Go through the entries one line at a time, and gather every line that has the word "rows".

─── DATA TO USE

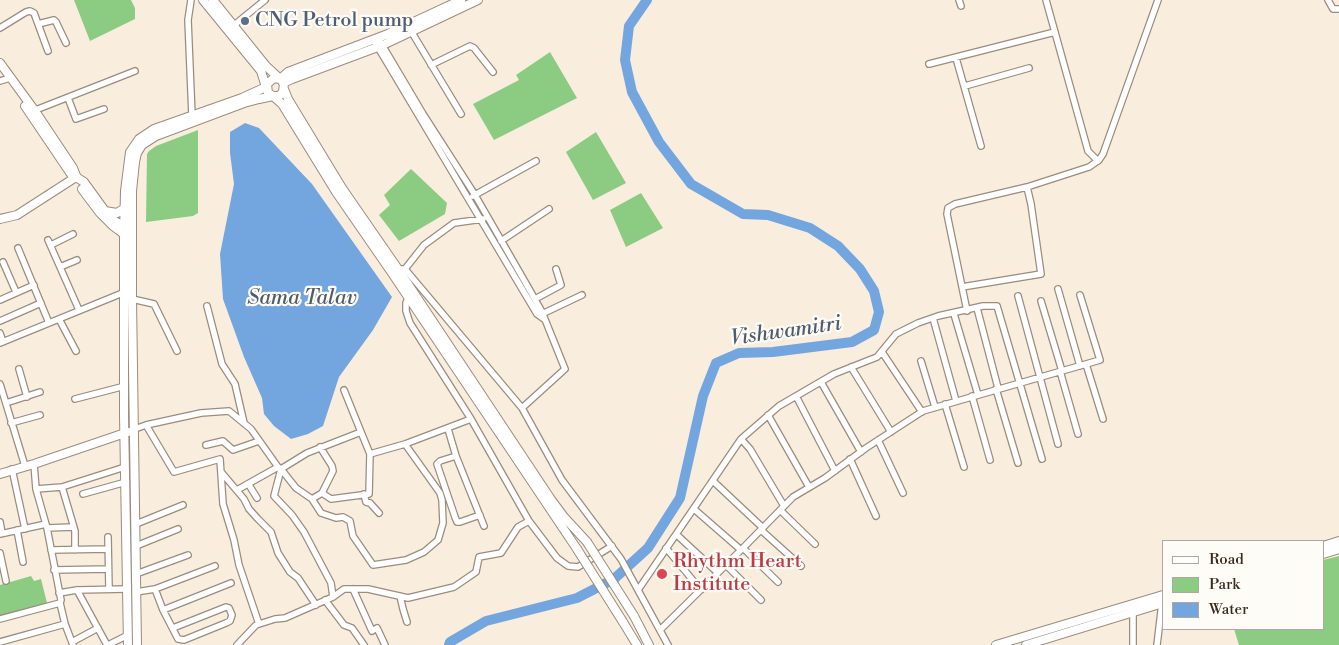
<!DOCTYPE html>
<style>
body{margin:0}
#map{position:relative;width:1339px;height:645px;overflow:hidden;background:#f9eede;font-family:"Libre Bodoni",serif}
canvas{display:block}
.legend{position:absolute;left:1162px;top:540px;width:162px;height:90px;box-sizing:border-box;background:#fdfcf7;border:1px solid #afa8a0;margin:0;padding:6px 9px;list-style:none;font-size:15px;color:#3b2a1e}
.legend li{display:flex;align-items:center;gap:10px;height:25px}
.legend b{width:25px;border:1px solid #afa8a0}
</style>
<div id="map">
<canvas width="1339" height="645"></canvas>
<ul class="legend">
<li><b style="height:6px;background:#fff"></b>Road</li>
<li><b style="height:14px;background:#8bcb82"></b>Park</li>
<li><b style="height:14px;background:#73a6df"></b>Water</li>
</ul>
</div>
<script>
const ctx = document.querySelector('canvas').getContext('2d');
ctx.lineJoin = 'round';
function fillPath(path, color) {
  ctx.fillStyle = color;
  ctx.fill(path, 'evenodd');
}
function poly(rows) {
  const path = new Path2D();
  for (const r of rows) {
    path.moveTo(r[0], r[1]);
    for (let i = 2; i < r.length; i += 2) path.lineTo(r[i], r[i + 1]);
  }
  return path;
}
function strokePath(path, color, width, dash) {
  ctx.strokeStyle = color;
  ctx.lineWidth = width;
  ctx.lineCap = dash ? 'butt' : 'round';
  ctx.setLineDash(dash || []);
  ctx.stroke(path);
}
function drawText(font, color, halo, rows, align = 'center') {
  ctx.font = font + ' "Libre Bodoni",serif';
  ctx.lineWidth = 4.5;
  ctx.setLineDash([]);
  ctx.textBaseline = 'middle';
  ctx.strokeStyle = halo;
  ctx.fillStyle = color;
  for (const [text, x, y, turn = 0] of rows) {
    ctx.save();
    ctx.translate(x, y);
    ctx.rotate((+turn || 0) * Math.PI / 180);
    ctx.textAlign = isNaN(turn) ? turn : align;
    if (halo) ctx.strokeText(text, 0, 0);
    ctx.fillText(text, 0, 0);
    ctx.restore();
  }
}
fillPath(poly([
 [74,0,131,0,135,8,135,19,90,41],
 [550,52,577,98,494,140,473,104,519,80,516,75],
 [198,130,198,213,193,216,146,222,147,154,149,151,156,146],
 [596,132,626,183,593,200,566,152],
 [411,169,447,203,445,214,399,241,379,215,390,205,384,195],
 [641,193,663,228,626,247,610,210],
 [1339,556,1339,645,1239,645,1234,629,1323,629,1323,560],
 [31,576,34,581,41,579,47,603,0,616,0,585]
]), '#8bcb82');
fillPath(poly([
 [245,123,259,128,312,184,392,297,373,330,339,377,323,426,308,434,291,439,274,426,264,414,262,398,244,357,223,299,220,254,234,184,230,153,230,132]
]), '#73a6df');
strokePath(poly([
 [449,645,450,642,486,621,577,598,614,579,648,548,680,498,703,396,716,363,739,353,773,352,852,342,874,330,879,312,874,291,860,269,838,246,810,228,768,215,743,214,691,184,659,142,632,92,625,60,629,26,647,0]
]), '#73a6df', 10);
const street = poly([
 [191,0,188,20,192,116],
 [959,0,961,6],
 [1046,0,1088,151,1098,161],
 [1328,0,1333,9,1339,9],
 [38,24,54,20,56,22,66,43],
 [233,26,265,0],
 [0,28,26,12,30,11,34,13,48,51],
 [411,31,461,114],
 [378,38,423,114,475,195,528,287,542,312,565,369,522,408],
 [376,44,537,314,544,319],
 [956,58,981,146],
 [929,64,1055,32],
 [431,65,470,46,474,48,493,72],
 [0,81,10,78],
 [965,86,1029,68],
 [68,98,76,119,104,109],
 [33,111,135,71],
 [473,196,536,161],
 [48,240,79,310],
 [501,241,549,209],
 [51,245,73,234],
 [18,248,49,323],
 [3,262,16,292],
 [60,267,77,260],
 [398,269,405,269,522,408,562,480,621,559,668,645],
 [405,269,424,245,454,223,483,219],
 [962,287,1041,274,1031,204,1027,187],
 [1058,289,1080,366],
 [1018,296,1058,444],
 [408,298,406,303,406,311,410,323,471,419,529,521,557,558,568,566,578,567,612,546],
 [132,299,154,304,177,351],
 [535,299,561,285,556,269],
 [0,300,34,285],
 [1041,301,1062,371],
 [207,306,222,364,235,384,244,423],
 [977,308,998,388],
 [967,311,947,214,948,208,955,204,1027,187,1089,167,1099,160,1103,154,1158,0],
 [542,314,582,295],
 [954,314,978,395],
 [933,318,956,401],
 [59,319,76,351],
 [0,321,41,303],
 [0,333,3,342],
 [0,343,125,292],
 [882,352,922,412],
 [921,361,935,407],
 [1086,364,1103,419],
 [851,367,891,432],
 [19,369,27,397],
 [1060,371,1078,434],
 [821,382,861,452],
 [0,384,25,466],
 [996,389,1018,463],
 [344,390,361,432],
 [796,396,835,471],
 [972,396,990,460],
 [75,399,125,386],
 [6,403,40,392],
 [945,404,964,467],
 [768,415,809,487],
 [11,423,40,415],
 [146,425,174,472,220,459,223,504,234,540,239,565,259,624],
 [448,429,456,456,484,526],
 [132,430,146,425,201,413,229,411,251,429,278,467,281,469,296,488,312,499,322,493,331,499,369,494,370,454,361,432,307,453,281,469,274,496,292,515,304,532,331,583,333,597],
 [741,439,750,449,784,506],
 [878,440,903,493],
 [206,445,223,441,233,450,259,441],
 [320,447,332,466,333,471,322,493],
 [370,454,405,444,471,419],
 [456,456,440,461,437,464,455,517,457,522,460,522,480,515],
 [850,459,876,516],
 [34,464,36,489,47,528,61,600,60,603,65,624,73,645],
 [12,469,25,529],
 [222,473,244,499,249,509,258,519,271,532,278,553,290,572,298,578,316,605],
 [713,481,763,528],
 [249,485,257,498],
 [62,487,75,531,75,550],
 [36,489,62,487,125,467],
 [237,490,278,467],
 [83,494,126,482],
 [364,494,366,502,370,503,379,513],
 [312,499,321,513,336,518,343,517,350,521,353,536,373,565,406,560,424,552,438,540,443,523,442,500,440,493,405,444],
 [780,510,815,544],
 [0,522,2,533],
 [136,524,183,505],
 [47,528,73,527],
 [17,530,23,562],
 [761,530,801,566],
 [0,534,46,524],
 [677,535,718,573],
 [108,537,109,589],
 [136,546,178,529],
 [666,548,701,590],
 [743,548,778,582],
 [51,550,108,549],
 [741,550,793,497,825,478,866,448,923,411,1100,360,1080,295],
 [0,553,6,581],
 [726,565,761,600],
 [54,570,108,569],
 [136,574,188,555],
 [155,589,163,610,178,639,184,640,226,623,230,621,232,615,229,608,226,607,173,628],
 [353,589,372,631,377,628,385,645],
 [77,590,107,645],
 [638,590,741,439,779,406,834,374,877,357,896,334,918,323,938,316,983,306,997,306,1042,459],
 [136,592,155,589,215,566],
 [59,593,77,590,127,589],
 [400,596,403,609,407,622],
 [325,600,344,625,352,628,364,645],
 [163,610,231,583],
 [0,619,60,603],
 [660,630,741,550,694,509],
 [0,642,65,624],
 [72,642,98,628],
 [108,645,128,635],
 [237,645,256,625,275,619,285,618,333,597,344,589,368,589,408,598,454,587,476,572,479,557,501,553,518,527,529,521],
 [1133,645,1133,612],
 [1157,645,1162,603]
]);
const secondary = poly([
 [213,0,266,66,280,79,288,72,388,34,461,0],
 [0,63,35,111,73,168,77,178],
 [283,83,292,79,383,45,478,0],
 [284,89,288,99,342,188,398,269,550,498,564,517,587,542],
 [25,106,73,177],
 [82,189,100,213,113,226,124,234,127,235],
 [105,211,117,213,125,208],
 [0,219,17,215,76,177,84,182,105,211,116,222,127,227],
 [0,474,34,464,128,432],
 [1323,546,1339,541],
 [1323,554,1339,549],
 [634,616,649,645],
 [623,622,637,645],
 [128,645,124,416,124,234,125,191,130,152,139,139,154,129,242,98,266,87,261,71,203,0],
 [137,645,132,299,132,191,135,162,137,153,142,145,156,136,244,103,259,99,273,96,279,96,283,92,284,83,280,79,274,78,267,84,268,93,273,96,282,104,336,192,392,273,577,549],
 [996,645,1163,595],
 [1026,645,1163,603]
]);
strokePath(street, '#9a8c7e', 8);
strokePath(secondary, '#9a8c7e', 10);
strokePath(street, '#fff', 5.5);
strokePath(secondary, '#fff', 8);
const secondaryBridge = poly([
 [587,542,634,616],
 [577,549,623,622]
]);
strokePath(secondaryBridge, '#9a8c7e', 10, []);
strokePath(secondaryBridge, '#fff', 8);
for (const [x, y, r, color] of [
 [245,21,5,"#5c6f8a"],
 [662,574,6,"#e0444e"]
]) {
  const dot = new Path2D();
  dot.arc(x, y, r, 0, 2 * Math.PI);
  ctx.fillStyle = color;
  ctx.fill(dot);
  strokePath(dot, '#fdfcf7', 2);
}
drawText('20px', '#4e5e75', '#fdfcf7', [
 ["CNG Petrol pump",255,21]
], 'left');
drawText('20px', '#be3a42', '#fdfcf7', [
 ["Rhythm Heart",673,562],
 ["Institute",673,585]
], 'left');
drawText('italic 21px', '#515c6b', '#fdfcf7', [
 ["Sama Talav",302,299],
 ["Vishwamitri",786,332,-8]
]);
</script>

──────

| ANSWER TO THIS TASK |
function poly(rows) {
  for (const r of rows) {
function drawText(font, color, halo, rows, align = 'center') {
  for (const [text, x, y, turn = 0] of rows) {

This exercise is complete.